The final paintings just looked… flat. 

They didn’t have the depth or the sense of space I was aiming for. And honestly, I didn’t understand why.

It wasn’t until years later – when I came back to watercolor after a long break – that I finally understood what I’d been missing. I was reading a book by Tom Hoffmann called Watercolor Painting: A Comprehensive Approach… and there was this one line that completely changed how I thought about painting. (Amazon link)

He wrote something like this:

“ Of all the tools we use as painters, value is the hardest worker. You can be loose with your brushwork or even use exaggerated colors – but if the relative values are reasonably true, we can still produce a believable sense of light and space.”

And I remember just stopping and thinking—wait a minute… is it really that simple? 

That was the light bulb moment for me! 💡

“The key thing I learned from all this?”

If you want to create paintings that don’t look flat, with a convincing sense of depth, focus on values first.

And by the way, when artists talk about “values,” we just mean how light or dark something is

values meaning in art

That’s it!

So in today’s tutorial, I’m going to walk you through exactly how I applied this idea when painting this artichoke still life. I’ll go through it step by step, and if you want to follow along, there’s a few links below to download the reference photo and my outline sketch for tracing. 

Hopefully this will show you how you can use values too, to bring more depth into your own work.

Step 1.

watercolor artichoke step 1

Begin by sketching or tracing the outline onto a sheet of watercolor paper.

Mix up a light green color and start painting the shape of the artichokes in one continuous wash – but be careful to leave some white highlights by painting around them. 

To help me with the painting process, I used a value app on my phone to quickly convert my photo into a black-and-white image – this just makes it so much easier to see the light and dark areas without getting distracted by the colors.

value finding apps

As you work towards the shaded side, make your green mixture a bit darker. I used the value study as a guide here. And you’ll see that once the first shape was complete, I kept working wet-in-wet –  dabbing in a bit of darker paint while the wash was still damp, to build up those deeper shadows in the leaves and stalks (this is a technique known as “charging-in”).

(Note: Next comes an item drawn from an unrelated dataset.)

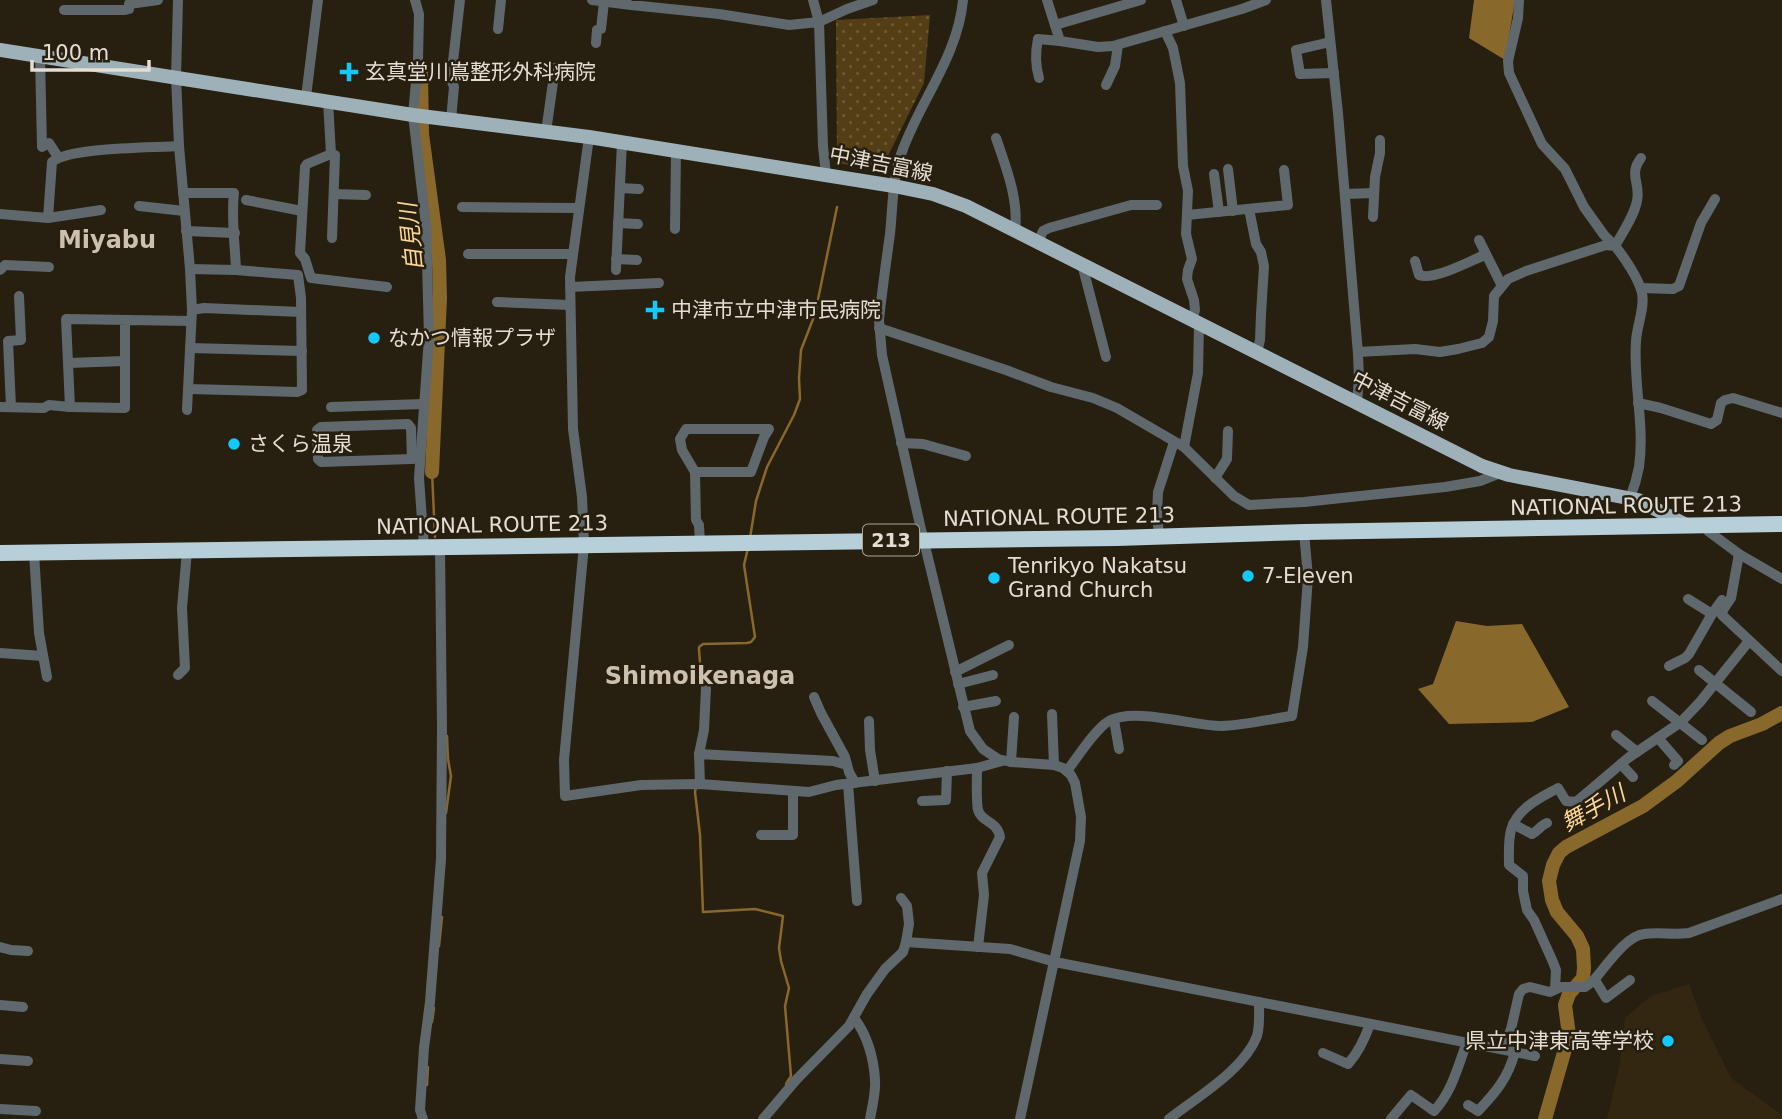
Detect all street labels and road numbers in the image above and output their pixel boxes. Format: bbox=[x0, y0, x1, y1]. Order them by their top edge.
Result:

Next, paint the second artichoke in the same way.

Leave everything to dry before moving on. I’m not trying to define any detail with this first layer –  the result looks relatively flat, but there’s already a gentle gradient of greens that sets up the light and shadow. That’s all I need at this stage – just a foundation to build on later.

Step 2.

watercolor artichoke step 2

After the first wash of color was dry, I used a glazing technique to start adding form and shading to the leaves and stalks. (By the way, glazing just means painting a thin, transparent layer of color over a dry one – it lets the colors underneath show through, so you can gradually build up depth.)

Each leaf slightly overlaps the one below it, which creates a natural shadow at the base, (a bit like shingles on a roof).

That overlap creates lighter highlights on the tips of the leaves, where the light hits them, and darker shadows underneath, where they tuck under the ones above.

So when I’m painting, to keep it simple, I just keep this in mind:

  • Lighter top edge
  • Darker bottom edge

So for each leaf, you can see I’m adding a few darker brush marks along the bottom edge then roughly blending them out.

Also, I treated the head of the artichokes a bit like a sphere – thinking about where the light hits from the top left.  So I used lighter green for the leaves catching the light, and gradually deepened the color as I moved towards the shaded side of each artichoke.

It’s really just about gently adjusting your greens to match the lighting.

Step 3.

watercolor artichoke step 3

After this layer, I let the paint dry completely again.
Then I started adding darker green shapes to define the deeper shadows – in the folds between the leaves and along the stalks.

This builds up more depth, but this time I’m working with smaller, darker shapes to suggest the deepest shadows.

So far, you’ll notice the shapes I’m painting are gradually going from big to small – and that’s a pretty typical approach in watercolor.

You start by establishing the overall structure, then work your way towards the finer details.

Step 4.

By this stage, the artichokes are starting to look more three-dimensional. This illusion of depth has been built up gradually, layer by layer, working from light to dark.

But they still look like they’re floating on the white page.

objects appear to float not enough depth

So next, I added a background and some cast shadows using a wet-on-wet technique to get soft, blended edges.

To do this, I started by wetting the whole background with clear water. It’s a bit tricky to paint around the artichokes, but it’s worth the effort – the damp surface makes it easier to apply color and helps prevent streaky brush marks.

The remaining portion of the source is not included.